Of the entries below, return exactly those lines that fall between the one containing "display:grid; place-items:center; width:80px;" and the one containing "position:absolute; width:40px; height:40px;", the two end lines included.
======
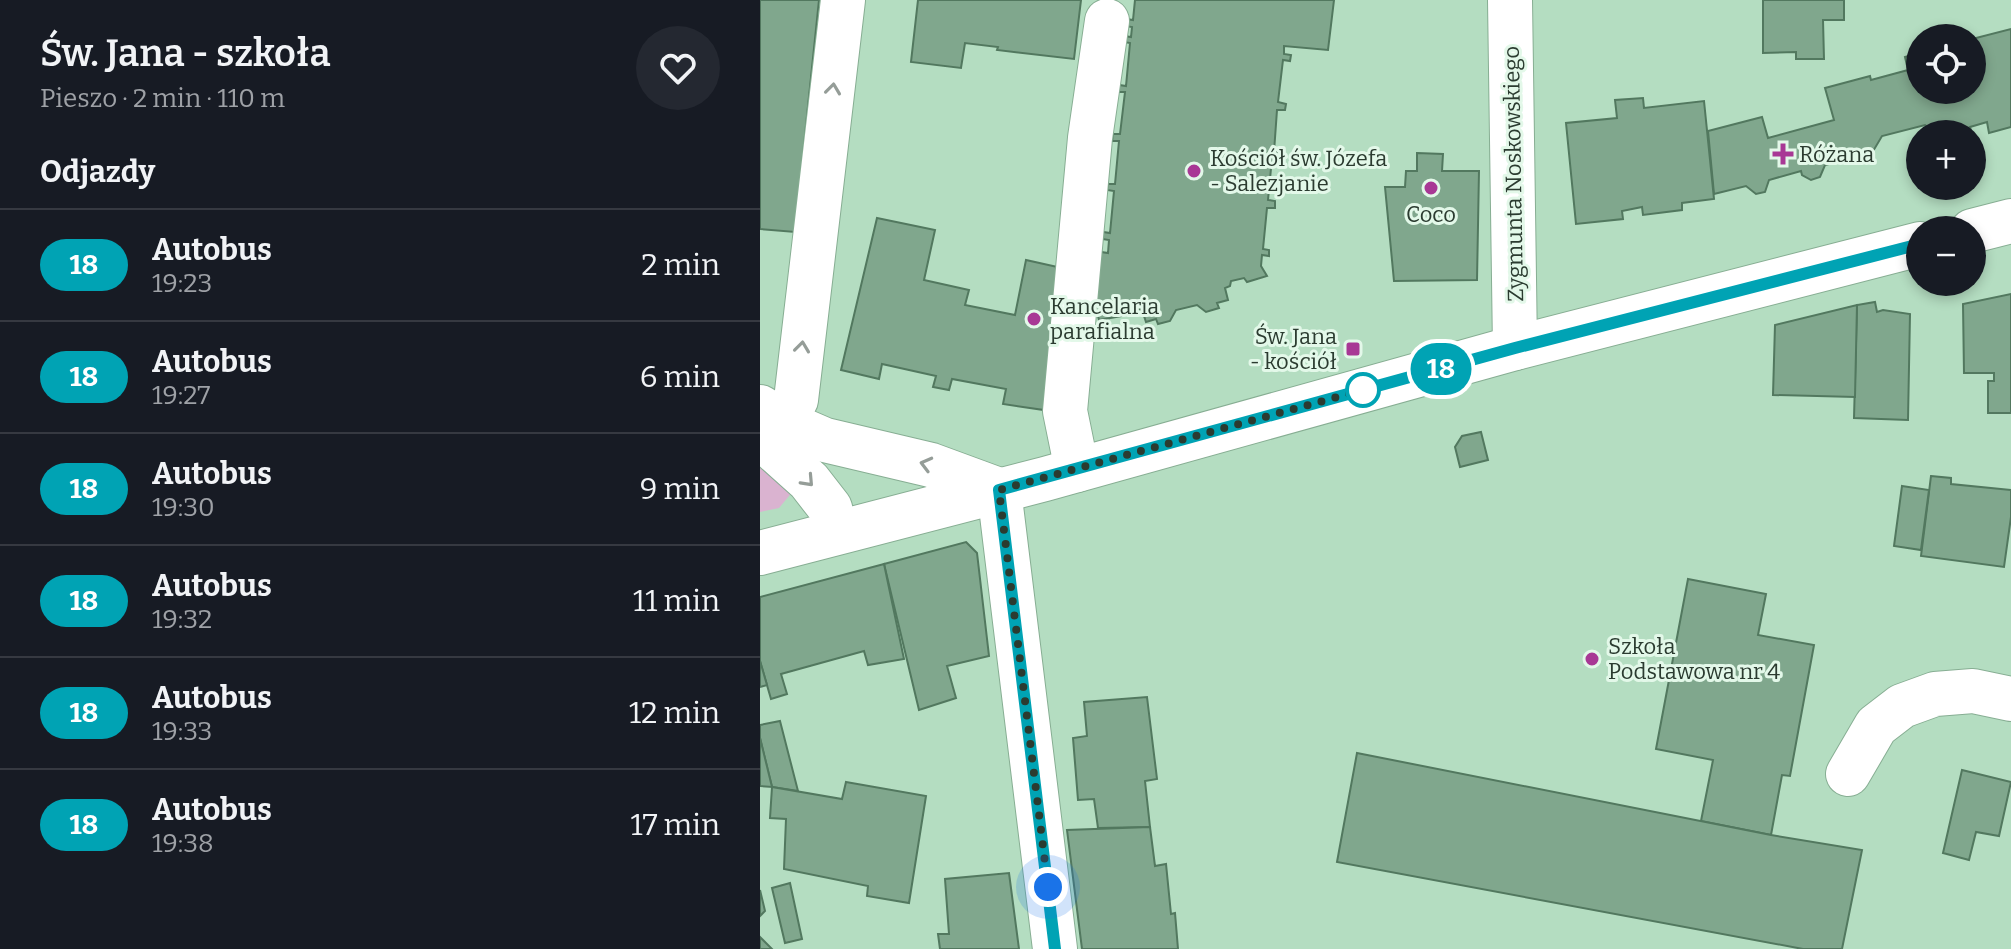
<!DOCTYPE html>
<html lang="pl">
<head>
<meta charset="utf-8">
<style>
	body { margin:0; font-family:Bitter,serif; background:#242831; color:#f1f3f6; height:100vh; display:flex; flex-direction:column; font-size:30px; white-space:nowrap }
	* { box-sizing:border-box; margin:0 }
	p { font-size:26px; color:#9ea1a6 }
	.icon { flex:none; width:44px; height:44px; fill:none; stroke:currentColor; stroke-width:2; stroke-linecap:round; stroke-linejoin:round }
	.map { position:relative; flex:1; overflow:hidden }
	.panel { display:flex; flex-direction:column; background:#171b24; width:760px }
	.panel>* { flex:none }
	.badge { padding:0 16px; border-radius:26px; font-size:28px; line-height:52px }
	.tools { position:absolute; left:1146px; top:24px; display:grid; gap:16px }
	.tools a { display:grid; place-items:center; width:80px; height:80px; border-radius:50%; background:#171b24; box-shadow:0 4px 12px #0003; font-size:40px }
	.you { position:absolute; width:40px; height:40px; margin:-20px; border:6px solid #fff; border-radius:50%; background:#1a73e8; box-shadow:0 0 0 12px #1a73e833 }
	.map>.badge { position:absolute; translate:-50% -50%; box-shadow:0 0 0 4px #fff }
	h2 { padding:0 40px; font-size:30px; line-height:72px }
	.round { display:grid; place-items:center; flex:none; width:84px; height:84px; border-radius:42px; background:#242831 }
	.headline { display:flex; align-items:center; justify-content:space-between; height:136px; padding:0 40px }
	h1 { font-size:38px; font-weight:600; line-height:60px }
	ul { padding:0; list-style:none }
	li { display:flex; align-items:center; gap:24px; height:112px; padding:0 40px; border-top:2px solid #363941 }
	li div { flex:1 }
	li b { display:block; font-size:30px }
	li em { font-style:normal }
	li .badge { min-width:88px; font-weight:700; text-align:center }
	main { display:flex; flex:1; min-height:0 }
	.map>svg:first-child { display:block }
	.green { fill:#dab3d0 }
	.building { fill:#80a78d; stroke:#52785f; stroke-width:2 }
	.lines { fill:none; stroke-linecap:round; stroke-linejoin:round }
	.minor-casing { stroke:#87ae93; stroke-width:46 }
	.minor { stroke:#fff; stroke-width:44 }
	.oneway { stroke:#959d98 }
	.line-casing { stroke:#fff; stroke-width:18 }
	.line { stroke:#00a3b4; stroke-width:12 }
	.walk { stroke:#2b3b30; stroke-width:8; stroke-dasharray:0 14.4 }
	.poi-dot { fill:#a83895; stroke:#e3f8e9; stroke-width:3 }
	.stop-dot { fill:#fff; stroke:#00a3b4; stroke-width:4 }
	.labels { text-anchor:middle; stroke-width:6; stroke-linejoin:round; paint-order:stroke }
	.poi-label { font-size:22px; fill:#2b3b30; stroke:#e3f8e9; text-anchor:start }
	.street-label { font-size:22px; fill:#2b3b30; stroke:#e3f8e9 }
</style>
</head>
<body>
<main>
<section class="panel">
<div class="headline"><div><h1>Św. Jana - szkoła</h1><p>Pieszo · 2 min · 110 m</p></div><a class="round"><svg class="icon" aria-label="heart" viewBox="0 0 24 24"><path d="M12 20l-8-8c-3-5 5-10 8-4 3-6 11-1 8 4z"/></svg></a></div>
<h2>Odjazdy</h2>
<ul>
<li><span class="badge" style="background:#00a3b4;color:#fff">18</span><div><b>Autobus</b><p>19:23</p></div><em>2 min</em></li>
<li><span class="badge" style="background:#00a3b4;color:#fff">18</span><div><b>Autobus</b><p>19:27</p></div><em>6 min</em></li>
<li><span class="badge" style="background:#00a3b4;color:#fff">18</span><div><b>Autobus</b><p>19:30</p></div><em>9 min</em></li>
<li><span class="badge" style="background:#00a3b4;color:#fff">18</span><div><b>Autobus</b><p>19:32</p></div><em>11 min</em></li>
<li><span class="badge" style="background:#00a3b4;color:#fff">18</span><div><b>Autobus</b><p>19:33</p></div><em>12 min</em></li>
<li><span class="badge" style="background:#00a3b4;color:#fff">18</span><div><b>Autobus</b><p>19:38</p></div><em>17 min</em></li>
</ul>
</section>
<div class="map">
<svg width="1251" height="949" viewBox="0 0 1251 949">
	<rect width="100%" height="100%" fill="#b4ddc1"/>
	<path class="green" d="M0,454l34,36 -15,18 -19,4z"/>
	<g class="building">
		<path d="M0,0h59l-24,232 -35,-3z"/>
		<path d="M158,0h163l-7,59 -77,-9 1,-3 -33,-4 -4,25 -50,-6z"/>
		<path d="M375,0h199l-6,50 -44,-4v8l7,1 -1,6 -7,-1 -5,42 8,2 -1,6h-8l-3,42h7l-1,7 -8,-1 -4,42 7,1v7h-8l-4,41 6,1v6l-7,-1 -1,11 6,10 -20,6 -3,-4 -13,3 -1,5 -5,2 3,12 -11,3 2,5 -13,4 -9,-7 -21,5 -6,11 -12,3 -2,-5 -10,3 -4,-12 -7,-1v-2l-12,4 -2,5 -22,4 -2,-8 4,-1 -5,-15 5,-44 7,1 1,-13 -7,-1 1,-7 7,1 4,-42 -7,-1 1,-6h7l4,-43h-7l1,-7h7l5,-42h-7l1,-7 7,1 4,-43 -6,-1v-6l7,1 1,-10 -7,-1 1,-7 7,1z"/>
		<path d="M1003,0h81v20h-21l1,39h-28v-7l-33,1z"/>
		<path d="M1251,29v98l-22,6 -2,-11 -17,5 2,7h-34l-13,-9 -43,11 -10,17 -47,12 -5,12 -9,3 -9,-5 -1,-4 -32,9 -4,12 -9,2 -10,-8 -32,8 -6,-63 54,-14 6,21 66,-18 -9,-32 45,-12 1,4 37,-10 -3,-13 15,-4v37h52v-51z"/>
		<path d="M883,98l1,10 60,-7 10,98 -32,4v7l-39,5 -1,-8 -20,4 1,8 -47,5 -10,-101 51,-5 -2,-18z"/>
		<path d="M657,153l26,1 -1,17h37l-2,109 -83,1 -9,-94h20l1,-16h11z"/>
		<path d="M117,218l58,12 -11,50 45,10 -4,15 50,10 11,-55 36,8 -18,142 -41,-6 3,-15 -54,-10 -3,11 -16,-3 3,-11 -54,-12 -3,15 -38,-9z"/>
		<path d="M1251,294v119h-23v-32h6v-8h-30l-1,-69z"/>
		<path d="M1115,302l2,10 6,-2 27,4 -2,106 -54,-2 3,-113z"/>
		<path d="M1097,305l-2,92 -82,-2 2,-70z"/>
		<path d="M721,432l7,28 -28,7 -5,-20 7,-11z"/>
		<path d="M1171,476l20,2v6l60,6v27l-7,50 -83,-11z"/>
		<path d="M1142,486l27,4 -8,60 -27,-4z"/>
		<path d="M206,542l11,11 12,103 -42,10 9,32 -37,12 -35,-146z"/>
		<path d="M124,564l20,95 -36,6 -4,-14 -83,23 6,20 -16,5 -11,-38v-64z"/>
		<path d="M928,579l78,15 -8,41 56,10 -24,131 -8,-1 -11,60 -70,-14 12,-61 -57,-11z"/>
		<path d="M0,661l7,24 -7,2z"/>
		<path d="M387,697l10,82 -12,2 5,46 -52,1 -4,-29 -16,1 -5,-62 14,-2 -3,-34z"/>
		<path d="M20,721l18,70 -26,-4 -12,-49v-13z"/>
		<path d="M0,738l12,49 -12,-1z"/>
		<path d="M597,753l414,82 91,15 -20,99h-39l-466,-87z"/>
		<path d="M1202,770l49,12 -12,54 -23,-4 -7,28 -26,-7z"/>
		<path d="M86,782l80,14 -17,107 -42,-7 1,-10 -84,-17 2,-50 -16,-1 2,-31 70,12z"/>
		<path d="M390,827l5,39 11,-2 5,50 4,-1 3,36h-96l-15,-119z"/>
		<path d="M249,873l10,76h-79l-2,-15h11l-4,-55z"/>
		<path d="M30,883l12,56 -17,4 -13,-55z"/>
		<path d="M0,890l5,21 -5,5z"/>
		<path d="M0,937l12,12h-12z"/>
	</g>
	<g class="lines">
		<g class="minor-casing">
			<g id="minor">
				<path d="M750,0l5,348"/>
				<path d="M1212,231l39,-10"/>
				<path d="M0,407l28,17 37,16 106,25 68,25"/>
				<path d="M0,437l49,44 21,27 6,24"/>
				<path d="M4,440l19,-19 13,-21 47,-400"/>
				<path d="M317,470l-12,-59 25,-273 17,-117"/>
				<path d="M239,490l56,459"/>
				<path d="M0,553l285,-74 470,-131 405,-104"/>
				<path d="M1088,774l28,-48 26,-20 33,-12 38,-3 38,8"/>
			</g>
		</g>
		<use href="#minor" class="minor"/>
	</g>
	<defs><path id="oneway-chevron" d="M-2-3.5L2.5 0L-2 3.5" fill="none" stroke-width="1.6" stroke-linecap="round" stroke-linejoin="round" transform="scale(2)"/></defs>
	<g class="oneway">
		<use href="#oneway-chevron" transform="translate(73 89) rotate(-83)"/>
		<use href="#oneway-chevron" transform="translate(42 347) rotate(-83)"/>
		<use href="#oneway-chevron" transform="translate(166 464) rotate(-165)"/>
		<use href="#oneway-chevron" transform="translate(48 481) rotate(47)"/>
	</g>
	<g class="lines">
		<g class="line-casing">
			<path id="line" d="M295,949l-56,-459 516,-142 405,-104"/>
		</g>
		<use href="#line" class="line"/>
		<path class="walk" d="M288,887l-49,-397 364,-100"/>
	</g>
	<g class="poi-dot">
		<path d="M1019 142h8v8h8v8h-8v8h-8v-8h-8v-8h8z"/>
		<circle cx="434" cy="171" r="8"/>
		<circle cx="671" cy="188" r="8"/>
		<circle cx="274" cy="319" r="8"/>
		<rect x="585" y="341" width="16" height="16" rx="4"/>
		<circle cx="832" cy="659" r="8"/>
	</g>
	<circle class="stop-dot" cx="603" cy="390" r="16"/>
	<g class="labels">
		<g class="poi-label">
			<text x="1039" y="162">Różana</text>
			<text x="450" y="166">Kościół św. Józefa<tspan x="450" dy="25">- Salezjanie</tspan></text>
			<text x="671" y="222" text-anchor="middle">Coco</text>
			<text x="290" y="314">Kancelaria<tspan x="290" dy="25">parafialna</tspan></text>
			<text x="577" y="344" text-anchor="end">Św. Jana<tspan x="577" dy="25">- kościół</tspan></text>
			<text x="848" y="654">Szkoła<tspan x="848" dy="25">Podstawowa nr 4</tspan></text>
		</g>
		<g class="street-label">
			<text transform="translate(753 174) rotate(-91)" y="8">Zygmunta Noskowskiego</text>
		</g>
	</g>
</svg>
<div class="tools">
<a><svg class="icon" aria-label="locate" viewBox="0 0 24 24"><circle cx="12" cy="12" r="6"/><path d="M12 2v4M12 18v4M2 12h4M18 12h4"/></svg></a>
<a>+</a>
<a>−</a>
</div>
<div class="you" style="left:288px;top:887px"></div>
<b class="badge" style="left:681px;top:369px;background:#00a3b4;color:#fff">18</b>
</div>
</main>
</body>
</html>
======
OUTPUT FOR THIS TASK:
	.tools a { display:grid; place-items:center; width:80px; height:80px; border-radius:50%; background:#171b24; box-shadow:0 4px 12px #0003; font-size:40px }
	.you { position:absolute; width:40px; height:40px; margin:-20px; border:6px solid #fff; border-radius:50%; background:#1a73e8; box-shadow:0 0 0 12px #1a73e833 }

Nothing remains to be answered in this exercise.